Evangile : Jn 6, 1-15

En ce temps-là, Jésus passa de l’autre côté de la mer de Galilée, le lac de Tibériade. Une grande foule le suivait, parce qu’elle avait vu les signes qu’il accomplissait sur les malades. Jésus gravit la montagne, et là, il était assis avec ses disciples. Or, la Pâque, la fête des Juifs, était proche. Jésus leva les yeux et vit qu’une foule nombreuse venait à lui. Il dit à Philippe : « Où pourrions- nous acheter du pain pour qu’ils aient à manger ? » Il disait cela pour le mettre à l’épreuve, car il savait bien, lui, ce  qu’il allait faire. Philippe lui répondit : « Le salaire de deux cents journées ne suffirait pas pour que chacun reçoive un peu de pain. » Un de ses disciples, André, le frère de Simon- Pierre, lui dit : « Il y a là un jeune garçon qui a cinq pains d’orge et deux poissons, mais qu’est-ce que cela pour tant de   monde ! » Jésus dit : « Faites asseoir les gens. » Il y avait beaucoup d’herbe à cet endroit. Ils s’assirent donc, au nombre d’environ cinq mille hommes. Alors Jésus prit les pains et, après avoir rendu grâce, il les distribua aux convives ; il leur donna aussi du poisson, autant qu’ils en voulaient. Quand ils eurent mangé à leur faim, il dit à ses disciples : « Rassemblez les morceaux en surplus, pour que rien ne se perde. » Ils les rassemblèrent, et ils remplirent douze paniers avec les morceaux des cinq pains d’orge, restés en surplus pour ceux qui prenaient cette nourriture. À la vue du signe que Jésus avait accompli, les gens disaient : « C’est vraiment lui le Prophète annoncé, celui qui vient dans le monde. » Mais Jésus savait qu’ils allaient venir l’enlever pour faire de lui leur roi ; alors de nouveau il se retira dans la montagne, lui seul.

Prière  sur  les  offrandes :

Reçois avec bonté, Seigneur, les offrandes de ton peuple : garde-le sous ta protection, pour qu’il ne perde aucun des biens que tu lui donnes, et qu’il découvre ceux qui demeurent toujours. Par Jésus.

Antienne  de  communion : Rm 4, 25

Le Christ, notre Seigneur, livré pour nos péchés, Dieu l’a ressuscité pour nous rendre  saints.  Alléluia.

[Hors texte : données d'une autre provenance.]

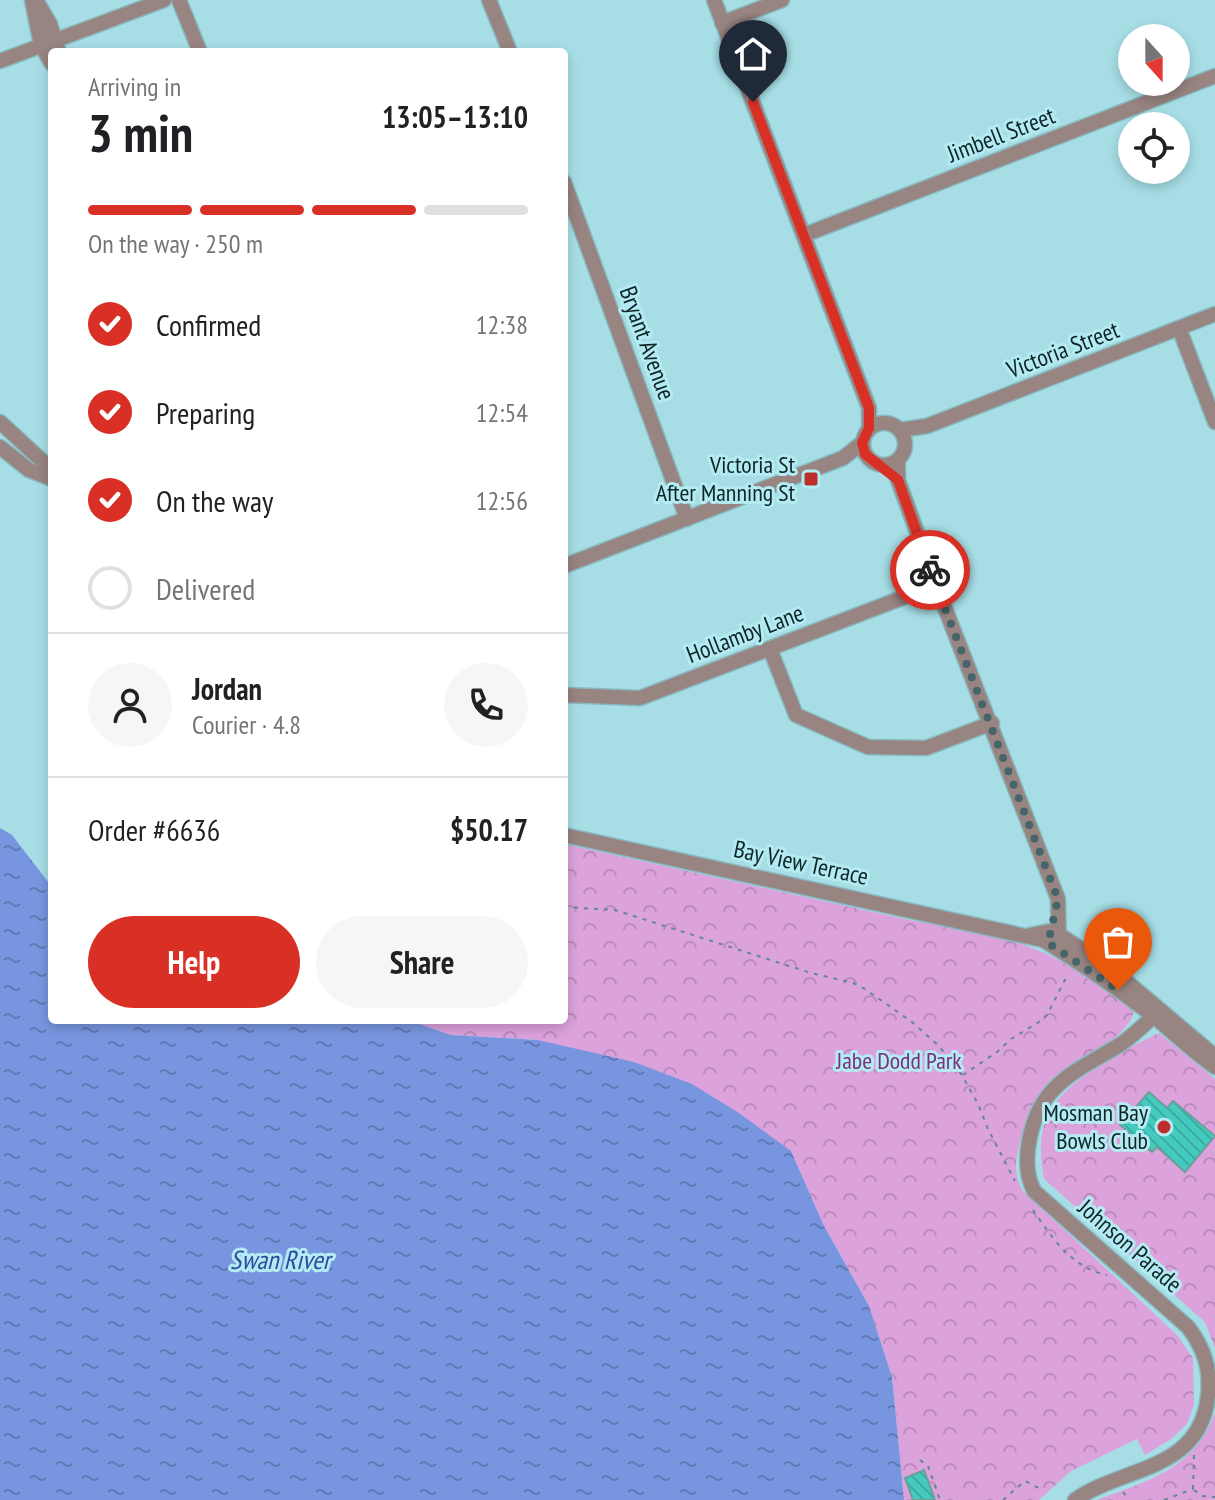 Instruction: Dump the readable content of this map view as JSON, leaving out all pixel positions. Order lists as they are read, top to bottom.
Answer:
{
  "streets": {
    "street": [
      "Jimbell Street",
      "Bryant Avenue",
      "Victoria Street",
      "Hollamby Lane",
      "Bay View Terrace",
      "Johnson Parade"
    ]
  },
  "crossings": [
    ["Bay View Terrace", "Johnson Parade"]
  ],
  "water": ["Swan River"],
  "parks": ["Jabe Dodd Park"],
  "places": {
    "transit": ["Victoria St After Manning St"],
    "other": ["Mosman Bay Bowls Club"]
  },
  "north": "bottom",
  "page": {
    "heading": ["3 min", "Arriving in", "13:05–13:10"],
    "panel": [
      "Jordan",
      "Courier · 4.8",
      "Order #6636",
      "$50.17"
    ],
    "bar": "On the way · 250 m",
    "list": [
      ["Confirmed", "12:38"],
      ["Preparing", "12:54"],
      ["On the way", "12:56"],
      "Delivered"
    ],
    "buttons": ["Help", "Share"]
  }
} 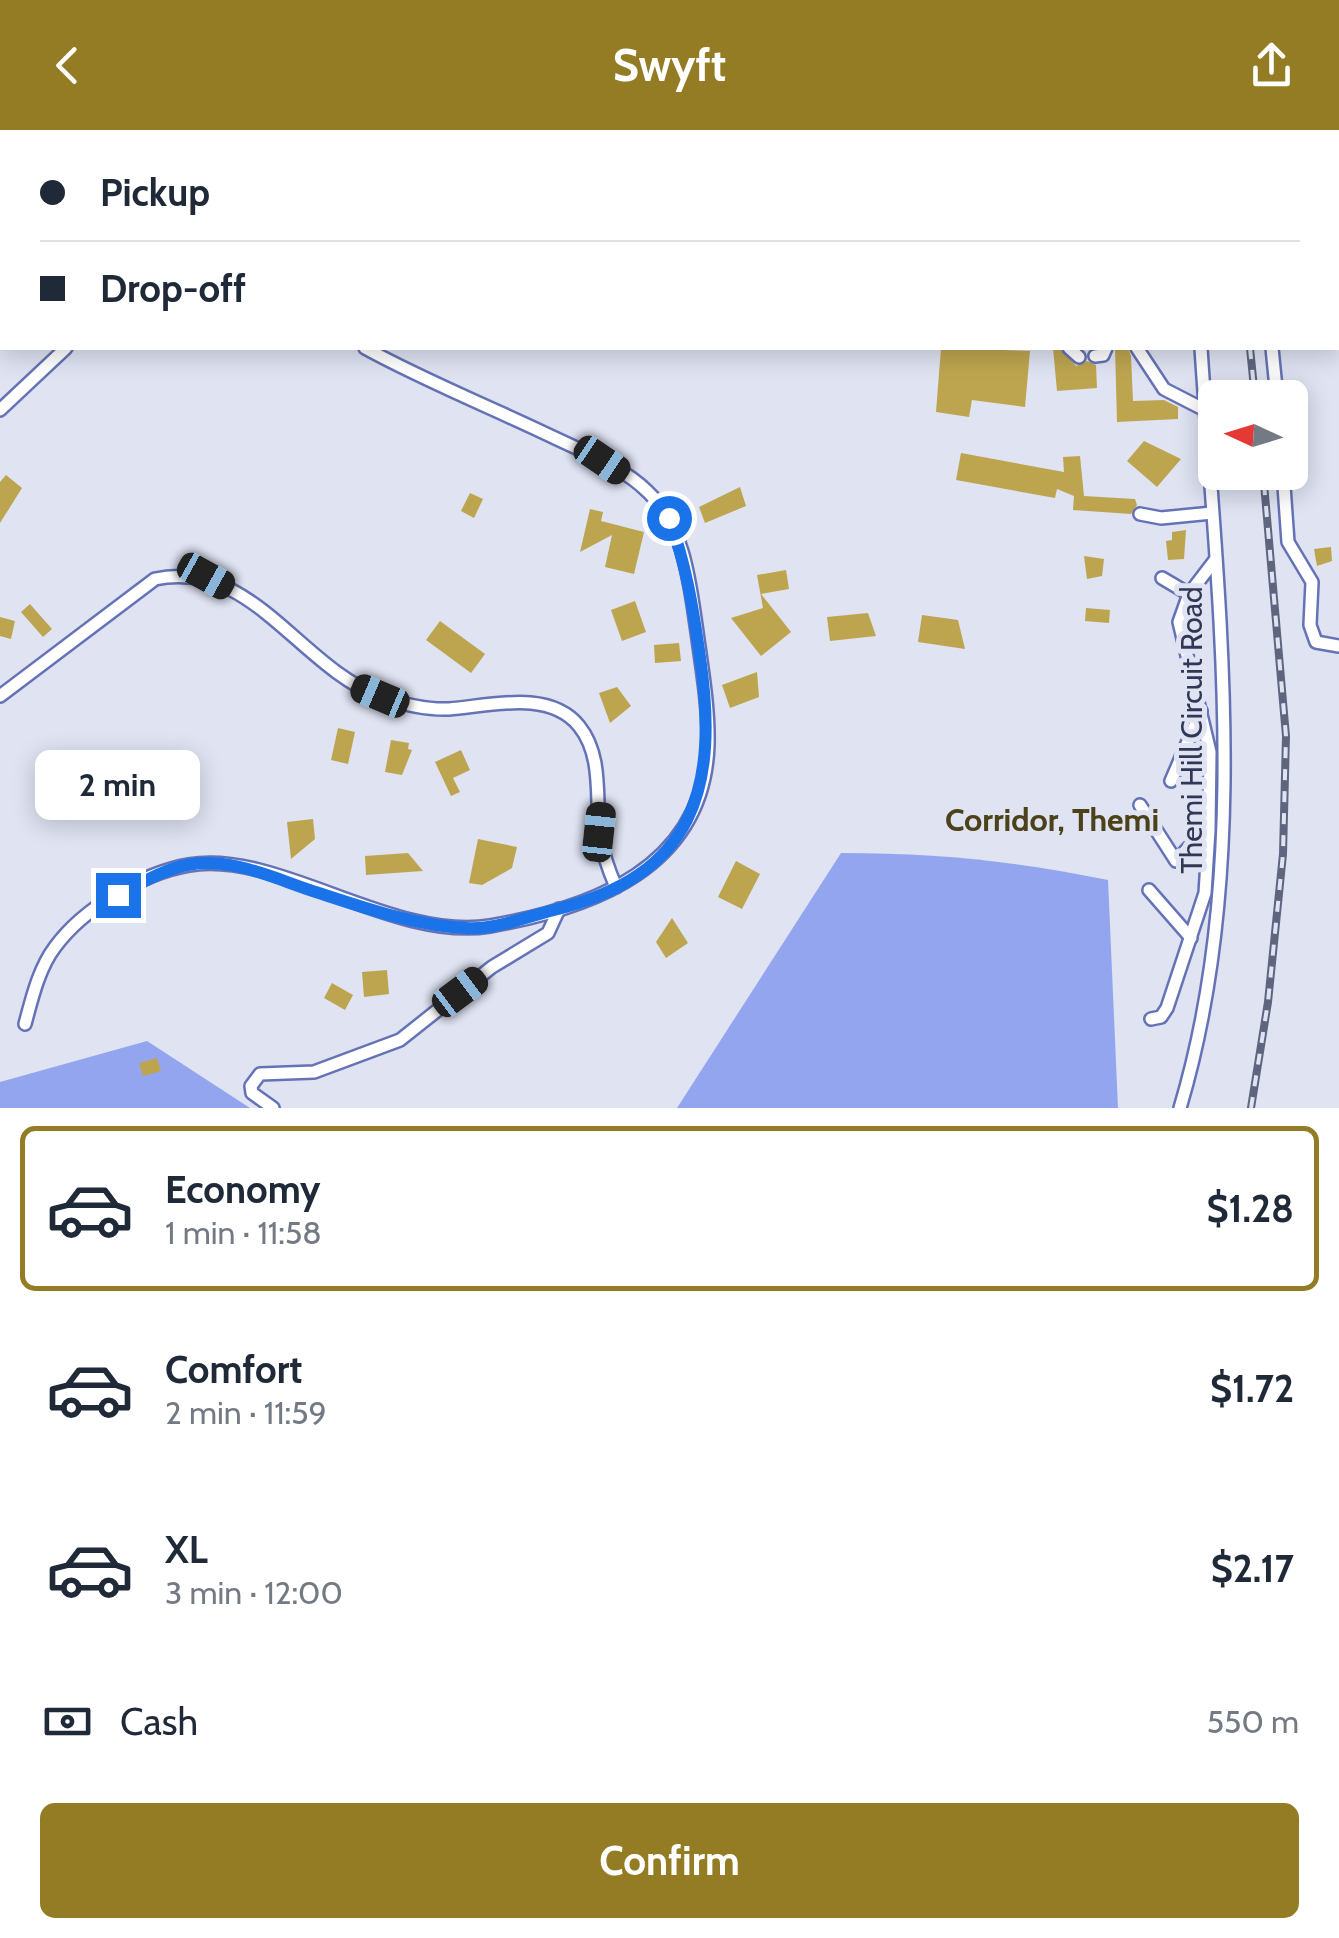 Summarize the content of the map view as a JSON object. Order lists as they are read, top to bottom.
{
  "streets": {
    "street": ["Themi Hill Circuit Road"]
  },
  "districts": ["Corridor, Themi"],
  "north": "left",
  "page": {
    "header": "Swyft",
    "banner": ["Pickup", "Drop-off"],
    "bubble": "2 min",
    "list": [
      {
        "name": "Economy",
        "note": "1 min · 11:58",
        "value": "$1.28"
      },
      {
        "name": "Comfort",
        "note": "2 min · 11:59",
        "value": "$1.72"
      },
      {
        "name": "XL",
        "note": "3 min · 12:00",
        "value": "$2.17"
      }
    ],
    "pay": ["Cash", "550 m"],
    "buttons": "Confirm"
  }
} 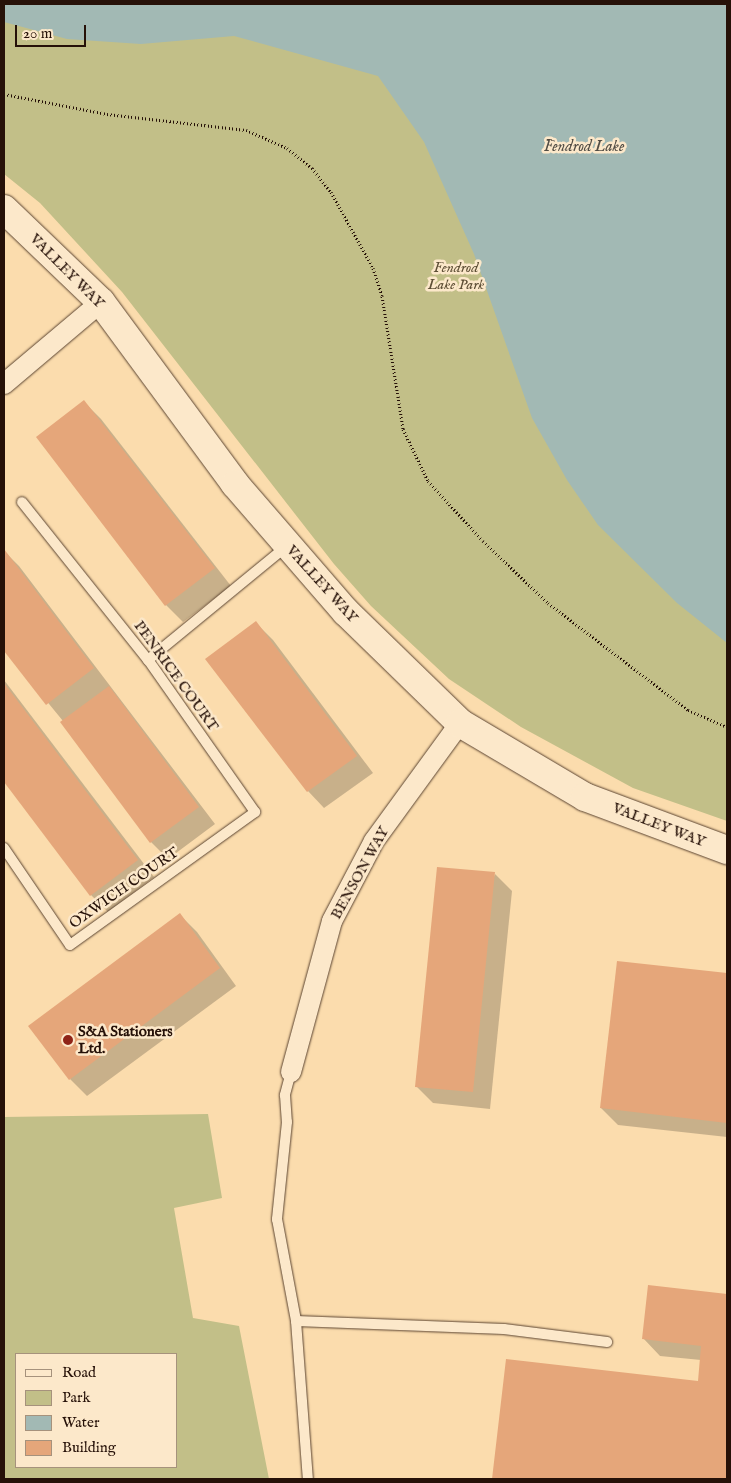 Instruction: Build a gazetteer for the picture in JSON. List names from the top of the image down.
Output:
{
  "streets": {
    "street": ["VALLEY WAY", "BENSON WAY"],
    "lane": ["PENRICE COURT", "OXWICH COURT"]
  },
  "crossings": [
    ["VALLEY WAY", "BENSON WAY"],
    ["PENRICE COURT", "OXWICH COURT"]
  ],
  "water": ["Fendrod Lake"],
  "parks": ["Fendrod Lake Park"],
  "places": ["S&A Stationers Ltd."],
  "legend": [
    "Road",
    "Park",
    "Water",
    "Building"
  ],
  "scale_bar": "20 m"
}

Prière  après la  communion :

Ne cesse pas de protéger avec amour, Seigneur, ceux que tu as sauvés : la passion de ton Fils les a rachetés, qu’ils mettent leur joie dans sa résurrection. Lui qui règne

Méditation

Le conseil de Gamaliel dans la première lecture nous rappelle sur quel fondement nous devons construire si nous ne voulons pas être ébranlés par les soucis du monde présent. En effet si nos projets, nos activités, notre travail, notre famille ou notre se fondent sur Dieu et agissent en tant que tel, alors rien ne pourra les faire tomber. La foule qui suit Jésus a pu le constater avec Joie : avec le Seigneur même la faim n’a pas pu constituer un obstacle.